(Stored data)
= = = =
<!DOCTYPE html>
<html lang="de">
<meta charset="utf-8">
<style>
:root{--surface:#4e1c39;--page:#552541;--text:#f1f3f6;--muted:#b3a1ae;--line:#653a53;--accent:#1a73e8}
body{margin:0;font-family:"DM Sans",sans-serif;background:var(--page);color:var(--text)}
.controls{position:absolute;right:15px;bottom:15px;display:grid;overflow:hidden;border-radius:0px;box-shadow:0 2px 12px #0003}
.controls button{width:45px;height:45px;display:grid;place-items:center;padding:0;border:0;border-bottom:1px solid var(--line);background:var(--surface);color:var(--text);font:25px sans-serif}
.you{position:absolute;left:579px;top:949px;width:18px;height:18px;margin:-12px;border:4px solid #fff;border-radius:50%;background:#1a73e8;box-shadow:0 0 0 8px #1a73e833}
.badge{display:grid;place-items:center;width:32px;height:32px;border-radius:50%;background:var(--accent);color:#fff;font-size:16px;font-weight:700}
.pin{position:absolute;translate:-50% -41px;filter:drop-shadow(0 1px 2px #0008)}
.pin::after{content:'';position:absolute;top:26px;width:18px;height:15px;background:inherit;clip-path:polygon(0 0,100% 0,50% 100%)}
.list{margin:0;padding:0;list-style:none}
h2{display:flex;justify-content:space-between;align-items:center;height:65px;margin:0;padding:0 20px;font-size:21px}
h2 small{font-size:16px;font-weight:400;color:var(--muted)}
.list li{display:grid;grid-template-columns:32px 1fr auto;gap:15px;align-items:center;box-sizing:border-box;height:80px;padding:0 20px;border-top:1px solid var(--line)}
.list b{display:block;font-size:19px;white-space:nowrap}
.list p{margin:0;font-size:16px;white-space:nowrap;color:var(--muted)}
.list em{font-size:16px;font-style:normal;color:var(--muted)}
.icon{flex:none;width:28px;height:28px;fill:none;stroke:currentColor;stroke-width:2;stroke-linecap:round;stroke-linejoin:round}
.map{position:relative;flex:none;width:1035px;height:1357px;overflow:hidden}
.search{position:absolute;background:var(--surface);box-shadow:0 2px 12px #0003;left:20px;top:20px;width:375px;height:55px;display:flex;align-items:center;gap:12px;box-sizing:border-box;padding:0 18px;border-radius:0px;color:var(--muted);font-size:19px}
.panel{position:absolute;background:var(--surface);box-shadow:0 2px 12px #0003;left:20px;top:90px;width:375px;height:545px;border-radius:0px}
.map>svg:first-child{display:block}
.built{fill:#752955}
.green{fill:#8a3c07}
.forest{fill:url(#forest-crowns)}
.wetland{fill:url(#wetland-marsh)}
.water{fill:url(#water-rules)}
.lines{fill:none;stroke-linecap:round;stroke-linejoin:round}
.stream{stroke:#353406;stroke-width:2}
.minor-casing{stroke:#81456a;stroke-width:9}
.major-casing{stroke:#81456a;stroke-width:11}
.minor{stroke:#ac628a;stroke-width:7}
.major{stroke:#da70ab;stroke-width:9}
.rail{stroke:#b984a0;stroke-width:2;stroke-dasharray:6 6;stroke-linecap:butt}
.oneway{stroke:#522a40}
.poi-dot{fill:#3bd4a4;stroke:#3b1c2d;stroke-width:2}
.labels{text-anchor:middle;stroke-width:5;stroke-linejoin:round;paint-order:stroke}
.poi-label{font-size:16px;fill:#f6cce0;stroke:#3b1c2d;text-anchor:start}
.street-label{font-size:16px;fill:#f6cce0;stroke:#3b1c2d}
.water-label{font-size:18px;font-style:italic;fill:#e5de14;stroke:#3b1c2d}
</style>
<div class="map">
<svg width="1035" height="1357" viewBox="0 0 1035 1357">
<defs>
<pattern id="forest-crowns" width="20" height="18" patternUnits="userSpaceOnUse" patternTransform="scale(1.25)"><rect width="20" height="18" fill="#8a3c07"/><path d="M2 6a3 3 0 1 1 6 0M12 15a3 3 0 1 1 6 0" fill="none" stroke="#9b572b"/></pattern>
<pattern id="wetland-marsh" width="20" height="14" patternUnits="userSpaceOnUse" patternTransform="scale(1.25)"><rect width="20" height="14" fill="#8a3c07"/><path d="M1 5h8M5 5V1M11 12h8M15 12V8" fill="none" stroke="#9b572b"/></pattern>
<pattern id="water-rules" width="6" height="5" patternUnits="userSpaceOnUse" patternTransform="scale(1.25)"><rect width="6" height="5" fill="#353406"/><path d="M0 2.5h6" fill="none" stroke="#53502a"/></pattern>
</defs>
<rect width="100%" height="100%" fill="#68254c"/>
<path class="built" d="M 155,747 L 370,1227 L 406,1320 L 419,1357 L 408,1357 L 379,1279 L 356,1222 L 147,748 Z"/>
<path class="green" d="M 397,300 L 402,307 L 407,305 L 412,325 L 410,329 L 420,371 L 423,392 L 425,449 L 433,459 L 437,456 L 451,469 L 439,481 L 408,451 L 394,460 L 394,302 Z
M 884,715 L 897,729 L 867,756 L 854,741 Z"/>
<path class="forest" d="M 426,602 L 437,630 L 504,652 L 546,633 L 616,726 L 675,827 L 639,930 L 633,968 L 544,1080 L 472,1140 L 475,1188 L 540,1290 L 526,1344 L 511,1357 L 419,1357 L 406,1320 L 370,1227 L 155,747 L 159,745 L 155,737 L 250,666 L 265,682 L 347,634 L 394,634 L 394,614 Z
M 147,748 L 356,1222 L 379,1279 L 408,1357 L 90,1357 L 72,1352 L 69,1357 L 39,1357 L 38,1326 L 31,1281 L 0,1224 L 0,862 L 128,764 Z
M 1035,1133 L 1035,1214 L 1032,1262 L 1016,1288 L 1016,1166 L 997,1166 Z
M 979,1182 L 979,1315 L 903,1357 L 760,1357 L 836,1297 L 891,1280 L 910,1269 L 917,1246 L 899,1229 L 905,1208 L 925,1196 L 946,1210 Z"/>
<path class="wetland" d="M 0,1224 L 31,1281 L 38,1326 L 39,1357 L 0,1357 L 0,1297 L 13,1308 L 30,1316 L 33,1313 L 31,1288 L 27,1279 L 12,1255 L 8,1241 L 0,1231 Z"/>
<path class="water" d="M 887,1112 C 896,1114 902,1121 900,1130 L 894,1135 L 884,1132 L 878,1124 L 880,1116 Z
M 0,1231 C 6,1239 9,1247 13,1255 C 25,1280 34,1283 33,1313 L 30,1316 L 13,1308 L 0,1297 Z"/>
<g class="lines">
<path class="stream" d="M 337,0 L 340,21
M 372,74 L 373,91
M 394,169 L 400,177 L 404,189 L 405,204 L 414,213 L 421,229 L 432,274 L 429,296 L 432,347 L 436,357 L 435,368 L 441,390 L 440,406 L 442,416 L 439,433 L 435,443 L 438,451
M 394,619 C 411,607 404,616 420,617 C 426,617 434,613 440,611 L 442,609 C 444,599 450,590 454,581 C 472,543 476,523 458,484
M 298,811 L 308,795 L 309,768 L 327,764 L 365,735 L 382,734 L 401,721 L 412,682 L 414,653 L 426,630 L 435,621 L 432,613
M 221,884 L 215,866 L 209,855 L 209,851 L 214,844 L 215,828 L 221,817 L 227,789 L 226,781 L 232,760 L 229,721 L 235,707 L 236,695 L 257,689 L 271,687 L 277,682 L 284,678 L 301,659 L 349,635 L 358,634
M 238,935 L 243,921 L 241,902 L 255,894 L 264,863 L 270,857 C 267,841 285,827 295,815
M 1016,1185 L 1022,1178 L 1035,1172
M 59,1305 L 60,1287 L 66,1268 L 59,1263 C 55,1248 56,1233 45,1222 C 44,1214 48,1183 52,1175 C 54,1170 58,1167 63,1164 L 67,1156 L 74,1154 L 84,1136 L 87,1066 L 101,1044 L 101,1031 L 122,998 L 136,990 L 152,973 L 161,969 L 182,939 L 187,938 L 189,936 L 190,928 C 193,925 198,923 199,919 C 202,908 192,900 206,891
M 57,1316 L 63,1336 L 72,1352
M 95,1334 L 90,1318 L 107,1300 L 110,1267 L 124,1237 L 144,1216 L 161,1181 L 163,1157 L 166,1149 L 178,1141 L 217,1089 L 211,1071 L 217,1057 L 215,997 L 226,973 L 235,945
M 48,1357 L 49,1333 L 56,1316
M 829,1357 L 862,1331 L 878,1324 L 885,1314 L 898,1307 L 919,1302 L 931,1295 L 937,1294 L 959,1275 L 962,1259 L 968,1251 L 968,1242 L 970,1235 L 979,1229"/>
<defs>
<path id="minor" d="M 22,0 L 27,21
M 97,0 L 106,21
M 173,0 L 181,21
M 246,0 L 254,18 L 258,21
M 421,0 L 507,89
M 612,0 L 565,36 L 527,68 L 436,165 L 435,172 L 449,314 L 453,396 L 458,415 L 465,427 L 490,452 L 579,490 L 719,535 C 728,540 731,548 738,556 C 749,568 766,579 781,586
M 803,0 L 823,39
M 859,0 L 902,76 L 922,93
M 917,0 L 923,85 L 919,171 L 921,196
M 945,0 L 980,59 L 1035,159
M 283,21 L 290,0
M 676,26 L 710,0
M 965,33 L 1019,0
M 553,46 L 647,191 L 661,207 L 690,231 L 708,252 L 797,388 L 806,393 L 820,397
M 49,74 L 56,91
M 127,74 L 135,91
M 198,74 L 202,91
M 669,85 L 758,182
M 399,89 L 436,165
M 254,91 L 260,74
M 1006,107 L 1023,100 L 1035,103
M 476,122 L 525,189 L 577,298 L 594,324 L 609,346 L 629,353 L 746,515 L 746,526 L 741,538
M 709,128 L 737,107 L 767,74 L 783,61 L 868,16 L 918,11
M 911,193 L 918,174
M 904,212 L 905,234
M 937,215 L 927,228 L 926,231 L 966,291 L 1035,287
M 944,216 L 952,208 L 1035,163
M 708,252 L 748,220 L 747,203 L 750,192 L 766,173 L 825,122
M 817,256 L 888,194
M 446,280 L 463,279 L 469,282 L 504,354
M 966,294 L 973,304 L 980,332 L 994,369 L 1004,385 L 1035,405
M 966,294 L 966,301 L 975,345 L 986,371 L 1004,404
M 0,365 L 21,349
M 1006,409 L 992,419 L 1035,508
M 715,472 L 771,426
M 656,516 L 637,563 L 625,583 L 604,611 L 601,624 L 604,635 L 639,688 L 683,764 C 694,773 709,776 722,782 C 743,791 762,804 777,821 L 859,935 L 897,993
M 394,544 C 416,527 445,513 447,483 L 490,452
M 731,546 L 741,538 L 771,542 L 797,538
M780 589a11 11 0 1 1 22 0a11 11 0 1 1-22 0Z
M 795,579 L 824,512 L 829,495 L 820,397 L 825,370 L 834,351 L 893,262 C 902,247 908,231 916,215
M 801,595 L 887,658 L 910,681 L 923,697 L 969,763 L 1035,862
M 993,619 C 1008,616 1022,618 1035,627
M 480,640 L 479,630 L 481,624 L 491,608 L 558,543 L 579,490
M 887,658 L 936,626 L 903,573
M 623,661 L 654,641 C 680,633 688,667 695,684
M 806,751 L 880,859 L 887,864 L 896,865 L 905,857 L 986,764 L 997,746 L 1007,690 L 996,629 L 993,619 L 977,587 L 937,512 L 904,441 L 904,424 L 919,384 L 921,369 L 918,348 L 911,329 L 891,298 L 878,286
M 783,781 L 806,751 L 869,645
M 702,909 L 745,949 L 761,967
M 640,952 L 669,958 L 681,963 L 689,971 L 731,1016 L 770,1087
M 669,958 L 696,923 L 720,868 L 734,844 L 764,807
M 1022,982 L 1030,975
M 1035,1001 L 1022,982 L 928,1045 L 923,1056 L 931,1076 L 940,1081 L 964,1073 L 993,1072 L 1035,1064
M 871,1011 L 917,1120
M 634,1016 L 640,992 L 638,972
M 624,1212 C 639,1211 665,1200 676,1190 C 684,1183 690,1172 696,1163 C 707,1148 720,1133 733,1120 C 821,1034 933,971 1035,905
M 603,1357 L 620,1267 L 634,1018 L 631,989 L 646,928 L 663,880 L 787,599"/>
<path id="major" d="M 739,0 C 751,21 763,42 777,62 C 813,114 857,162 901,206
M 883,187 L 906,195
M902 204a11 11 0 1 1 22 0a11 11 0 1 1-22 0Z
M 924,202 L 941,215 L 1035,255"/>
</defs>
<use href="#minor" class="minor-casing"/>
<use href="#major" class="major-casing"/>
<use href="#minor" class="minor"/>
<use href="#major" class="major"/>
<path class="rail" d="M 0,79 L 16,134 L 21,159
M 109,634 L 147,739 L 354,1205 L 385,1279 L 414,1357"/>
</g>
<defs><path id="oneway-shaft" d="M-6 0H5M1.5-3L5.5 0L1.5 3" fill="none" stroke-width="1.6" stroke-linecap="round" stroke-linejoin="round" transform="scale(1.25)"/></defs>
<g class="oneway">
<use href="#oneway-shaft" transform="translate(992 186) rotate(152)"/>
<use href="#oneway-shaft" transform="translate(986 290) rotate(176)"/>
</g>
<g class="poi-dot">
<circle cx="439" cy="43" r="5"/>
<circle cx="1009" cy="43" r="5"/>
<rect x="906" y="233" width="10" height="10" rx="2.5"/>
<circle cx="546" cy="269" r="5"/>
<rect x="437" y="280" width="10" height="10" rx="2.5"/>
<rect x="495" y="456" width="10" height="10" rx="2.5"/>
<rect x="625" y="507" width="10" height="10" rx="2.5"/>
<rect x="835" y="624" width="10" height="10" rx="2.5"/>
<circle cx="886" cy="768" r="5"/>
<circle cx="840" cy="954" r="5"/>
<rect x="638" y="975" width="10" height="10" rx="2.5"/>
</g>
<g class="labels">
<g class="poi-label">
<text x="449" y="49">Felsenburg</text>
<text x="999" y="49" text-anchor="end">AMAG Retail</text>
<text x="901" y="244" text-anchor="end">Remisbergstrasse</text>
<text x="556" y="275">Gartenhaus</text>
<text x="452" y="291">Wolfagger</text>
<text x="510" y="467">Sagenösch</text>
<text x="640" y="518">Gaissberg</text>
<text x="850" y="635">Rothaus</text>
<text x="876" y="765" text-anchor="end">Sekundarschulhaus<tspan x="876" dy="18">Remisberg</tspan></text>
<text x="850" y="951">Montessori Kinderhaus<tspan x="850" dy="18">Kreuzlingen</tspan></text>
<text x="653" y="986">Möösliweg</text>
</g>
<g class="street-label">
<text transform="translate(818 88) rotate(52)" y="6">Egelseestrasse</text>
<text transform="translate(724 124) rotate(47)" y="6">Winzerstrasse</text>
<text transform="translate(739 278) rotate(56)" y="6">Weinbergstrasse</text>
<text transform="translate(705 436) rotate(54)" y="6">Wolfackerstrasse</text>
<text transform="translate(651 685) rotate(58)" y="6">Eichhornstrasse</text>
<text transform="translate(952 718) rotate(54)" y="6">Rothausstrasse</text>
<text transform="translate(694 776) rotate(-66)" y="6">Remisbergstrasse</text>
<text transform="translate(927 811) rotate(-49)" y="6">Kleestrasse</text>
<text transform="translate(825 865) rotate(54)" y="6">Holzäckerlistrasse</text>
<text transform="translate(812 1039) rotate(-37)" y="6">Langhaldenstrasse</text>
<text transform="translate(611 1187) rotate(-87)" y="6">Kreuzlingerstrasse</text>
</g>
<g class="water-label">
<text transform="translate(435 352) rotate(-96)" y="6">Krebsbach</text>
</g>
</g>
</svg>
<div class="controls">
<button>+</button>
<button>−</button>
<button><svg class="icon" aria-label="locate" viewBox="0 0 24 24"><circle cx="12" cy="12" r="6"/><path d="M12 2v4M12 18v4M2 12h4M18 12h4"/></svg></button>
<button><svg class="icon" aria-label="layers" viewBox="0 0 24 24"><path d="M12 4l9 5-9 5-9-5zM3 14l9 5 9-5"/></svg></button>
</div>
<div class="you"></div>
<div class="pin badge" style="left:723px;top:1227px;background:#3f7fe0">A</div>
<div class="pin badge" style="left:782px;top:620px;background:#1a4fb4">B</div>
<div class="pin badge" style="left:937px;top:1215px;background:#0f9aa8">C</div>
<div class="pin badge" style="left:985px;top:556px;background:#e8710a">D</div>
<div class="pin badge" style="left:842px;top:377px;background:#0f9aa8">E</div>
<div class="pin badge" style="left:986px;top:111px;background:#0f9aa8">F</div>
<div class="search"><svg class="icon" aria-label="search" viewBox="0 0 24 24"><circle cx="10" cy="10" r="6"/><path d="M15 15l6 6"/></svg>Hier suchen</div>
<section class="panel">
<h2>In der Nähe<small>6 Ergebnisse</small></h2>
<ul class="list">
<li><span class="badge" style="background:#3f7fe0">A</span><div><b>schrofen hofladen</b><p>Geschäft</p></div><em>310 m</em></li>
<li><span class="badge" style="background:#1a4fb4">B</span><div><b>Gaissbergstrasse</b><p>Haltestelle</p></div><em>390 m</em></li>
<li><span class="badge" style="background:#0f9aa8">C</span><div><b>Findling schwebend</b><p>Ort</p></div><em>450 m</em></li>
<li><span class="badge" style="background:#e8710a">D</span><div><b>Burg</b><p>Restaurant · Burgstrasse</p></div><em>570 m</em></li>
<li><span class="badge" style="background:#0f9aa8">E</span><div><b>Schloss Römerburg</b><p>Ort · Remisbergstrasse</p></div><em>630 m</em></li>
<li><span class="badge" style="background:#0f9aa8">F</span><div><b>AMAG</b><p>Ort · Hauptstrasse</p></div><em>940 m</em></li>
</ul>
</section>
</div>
= = = =
Given the data above, which lines hold the string "nowrap"? Return them.

**Answer space:**
.list b{display:block;font-size:19px;white-space:nowrap}
.list p{margin:0;font-size:16px;white-space:nowrap;color:var(--muted)}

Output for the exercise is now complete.